Veille. Huile sur toile, 130 x 162 cm.

Odile Ferron-Verron’s compositions capture the formalised universe of industrial machinery in order to invent a conjectural and disturbing pictorial space where derelict engines and rows of mechanical devices are captured in a process of estrangement and become genuine objects of meditation. Waste grounds, snow-covered plains, Nordic shorelines and eerie canalscapes are the places imagined to stage the disarticulated ersatz of industry. Using unorthodox worlds in which docklands or vast building sites on urban outskirts are used metaphorically, the artist tracks down the material signs of dysfunctionality in our civilisation. Arranged in line in the desert, the generators of an hydro-electric power-station evoke the mechanized sarcophagi of cosmonauts once in pursuit of heroic deeds; the arm of a digger appears to have run aground in front of a concrete dam like a military vessel in front of a bunker; forsaken against a modern palisade of perfect blue, a rust-eaten tool seems to belong to another era, as if in exile, the sole survivor of a deluge.

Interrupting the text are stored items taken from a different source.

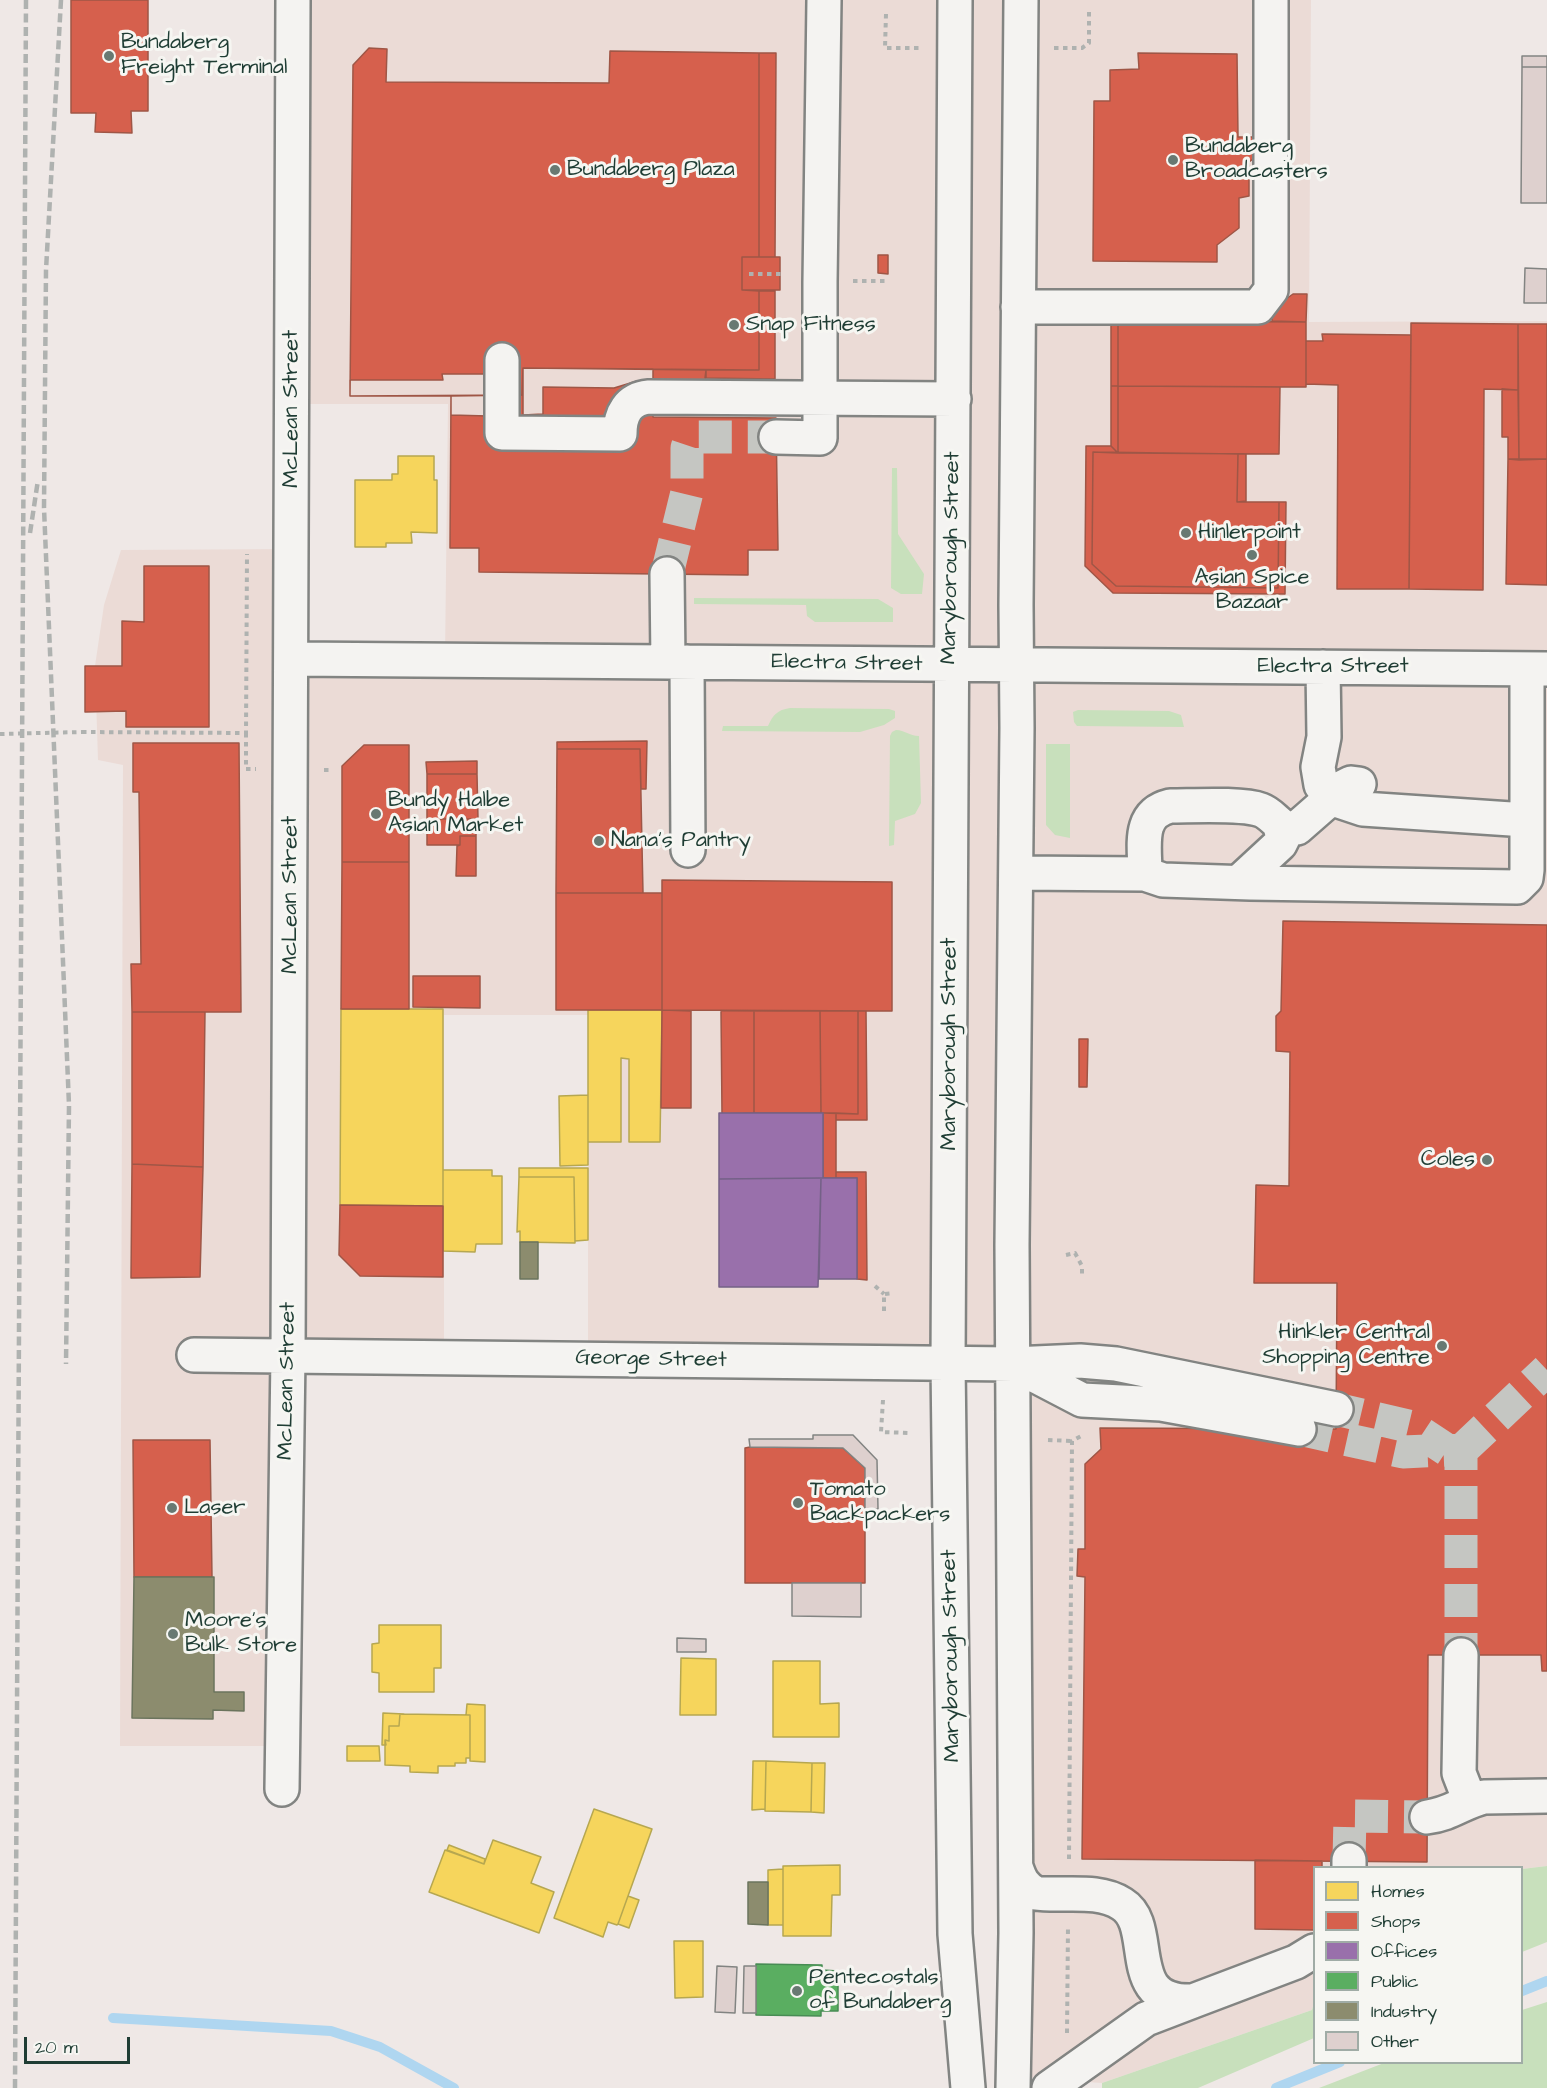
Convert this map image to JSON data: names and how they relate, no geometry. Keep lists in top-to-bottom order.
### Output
{
  "streets": {
    "street": [
      "McLean Street",
      "Maryborough Street",
      "Electra Street",
      "George Street"
    ]
  },
  "crossings": [
    ["McLean Street", "Electra Street"],
    ["McLean Street", "George Street"],
    ["Maryborough Street", "Electra Street"],
    ["Maryborough Street", "George Street"]
  ],
  "places": [
    "Bundaberg Freight Terminal",
    "Bundaberg Broadcasters",
    "Bundaberg Plaza",
    "Snap Fitness",
    "Hinlerpoint",
    "Asian Spice Bazaar",
    "Bundy Halbe Asian Market",
    "Nana's Pantry",
    "Coles",
    "Hinkler Central Shopping Centre",
    "Tomato Backpackers",
    "Laser",
    "Moore's Bulk Store",
    "Pentecostals of Bundaberg"
  ],
  "legend": [
    "Homes",
    "Shops",
    "Offices",
    "Public",
    "Industry",
    "Other"
  ],
  "scale_bar": "20 m"
}
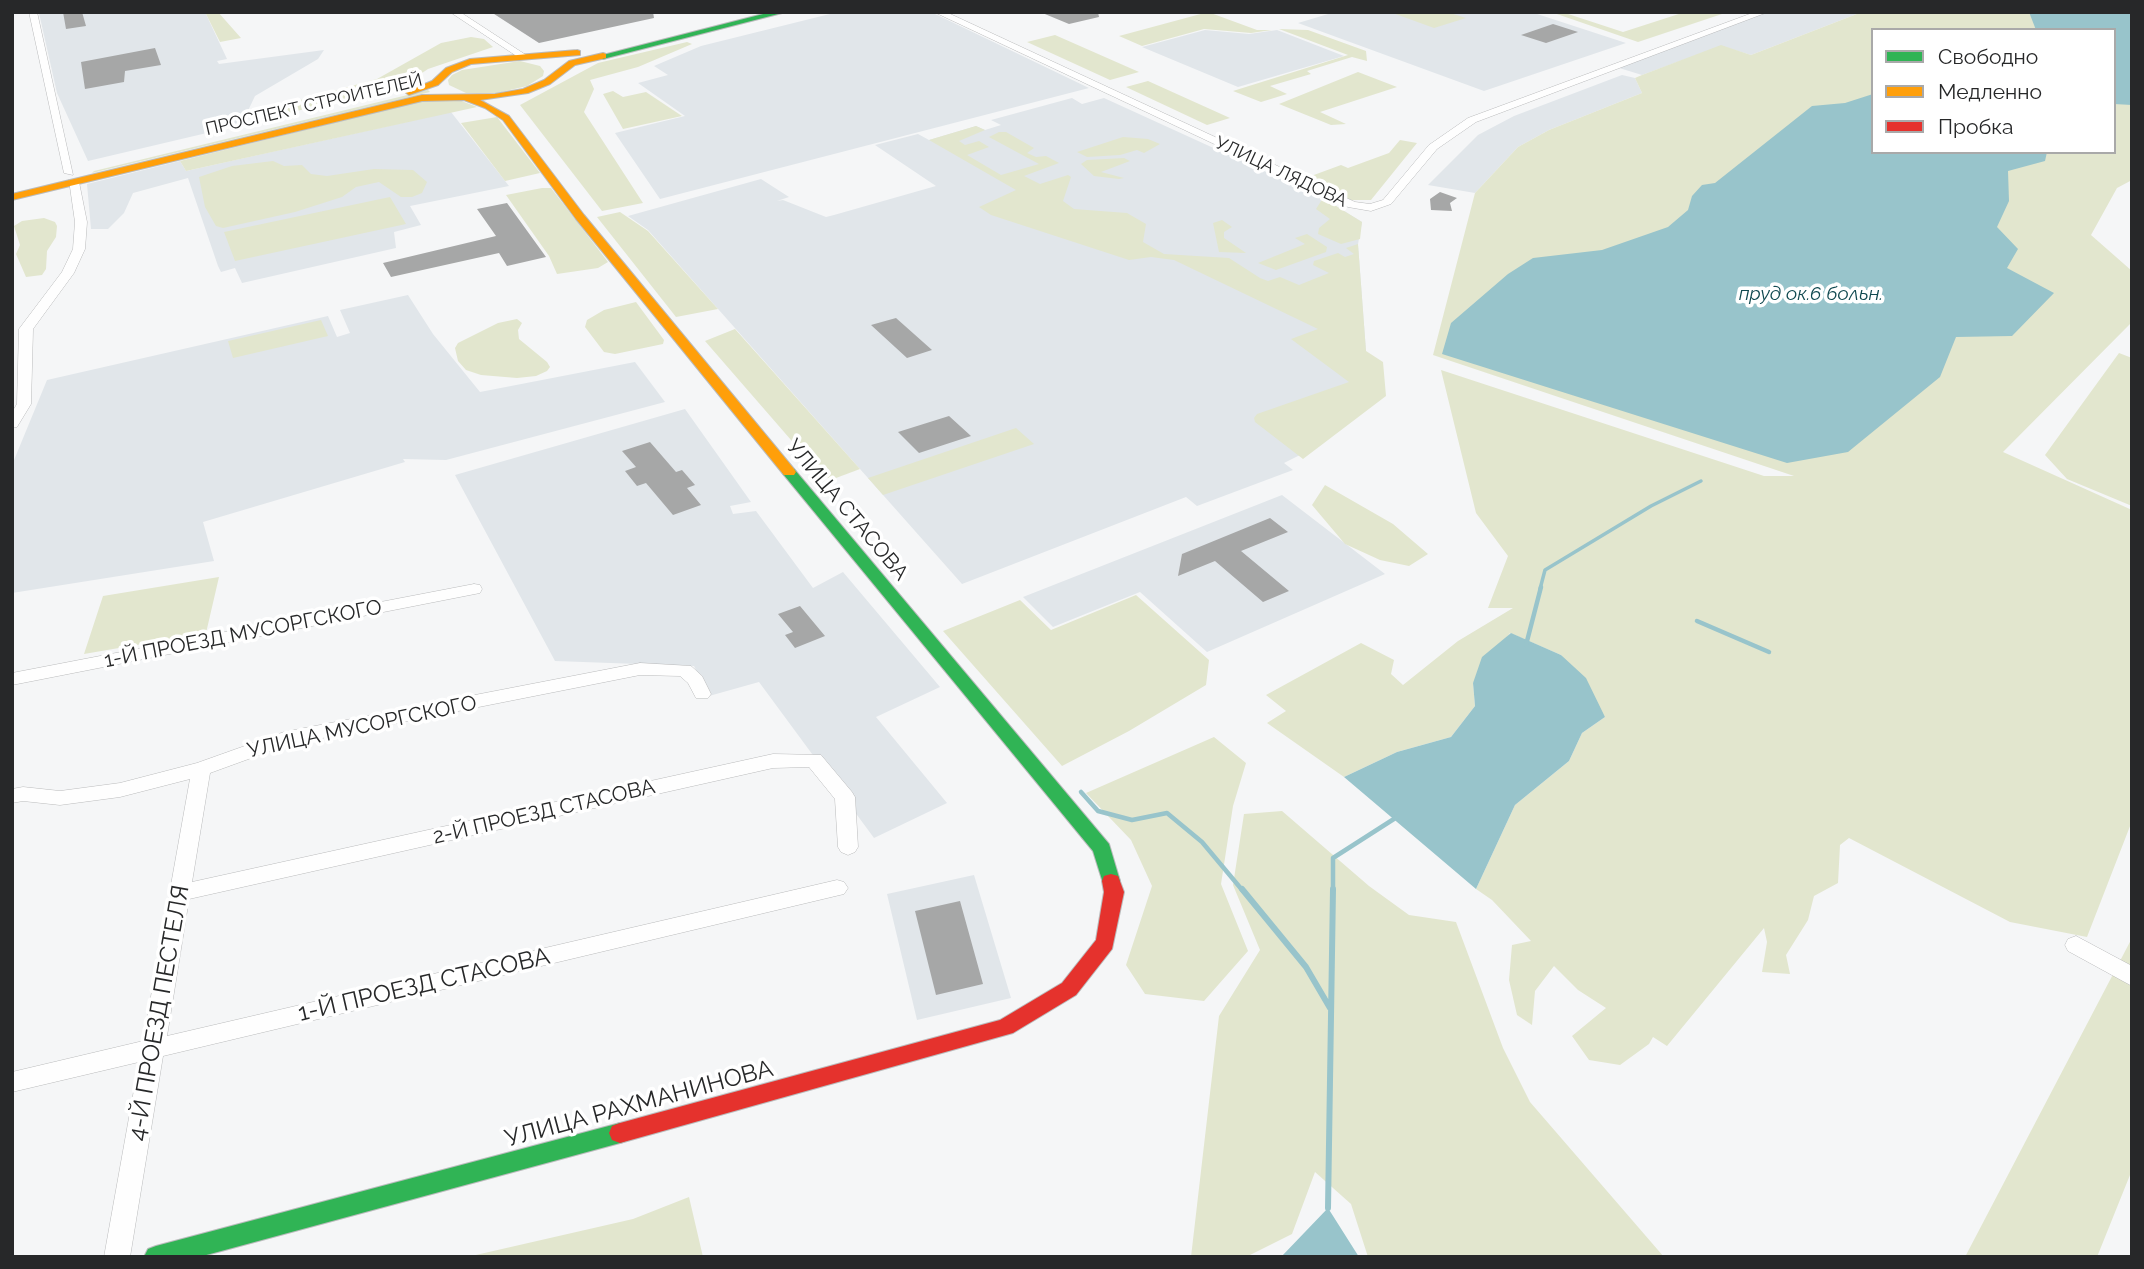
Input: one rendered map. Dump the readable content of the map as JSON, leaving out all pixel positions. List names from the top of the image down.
{
  "streets": {
    "main road": ["ПРОСПЕКТ СТРОИТЕЛЕЙ", "УЛИЦА СТАСОВА", "УЛИЦА РАХМАНИНОВА"],
    "street": [
      "УЛИЦА ЛЯДОВА",
      "1-Й ПРОЕЗД МУСОРГСКОГО",
      "УЛИЦА МУСОРГСКОГО",
      "2-Й ПРОЕЗД СТАСОВА",
      "1-Й ПРОЕЗД СТАСОВА",
      "4-Й ПРОЕЗД ПЕСТЕЛЯ"
    ]
  },
  "crossings": [
    ["ПРОСПЕКТ СТРОИТЕЛЕЙ", "УЛИЦА СТАСОВА"],
    ["УЛИЦА СТАСОВА", "УЛИЦА РАХМАНИНОВА"],
    ["УЛИЦА МУСОРГСКОГО", "4-Й ПРОЕЗД ПЕСТЕЛЯ"],
    ["2-Й ПРОЕЗД СТАСОВА", "4-Й ПРОЕЗД ПЕСТЕЛЯ"],
    ["1-Й ПРОЕЗД СТАСОВА", "4-Й ПРОЕЗД ПЕСТЕЛЯ"]
  ],
  "water": ["пруд ок.6 больн."],
  "legend": ["Свободно", "Медленно", "Пробка"]
}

As a recurrent theme, the machine becomes a mediator connecting the earth – on which a thick pictorial substance gathers – to the sky, a pure iconic surface of ethereal blue. Erected in front of us in huge frontal compositions, these machines rise like monuments of incorporeal anxieties. The porch of a pagoda arises majestically where once lay a curious metal portal. Other analogical games allow the bulging bow of a ship to be released out of the murky foam of a rough sea: it becomes a Sea God’s crown, a crown of thorns, but also a sea urchin, a coral and a matrix tumultuous swirl carrying away the whole composition along with it.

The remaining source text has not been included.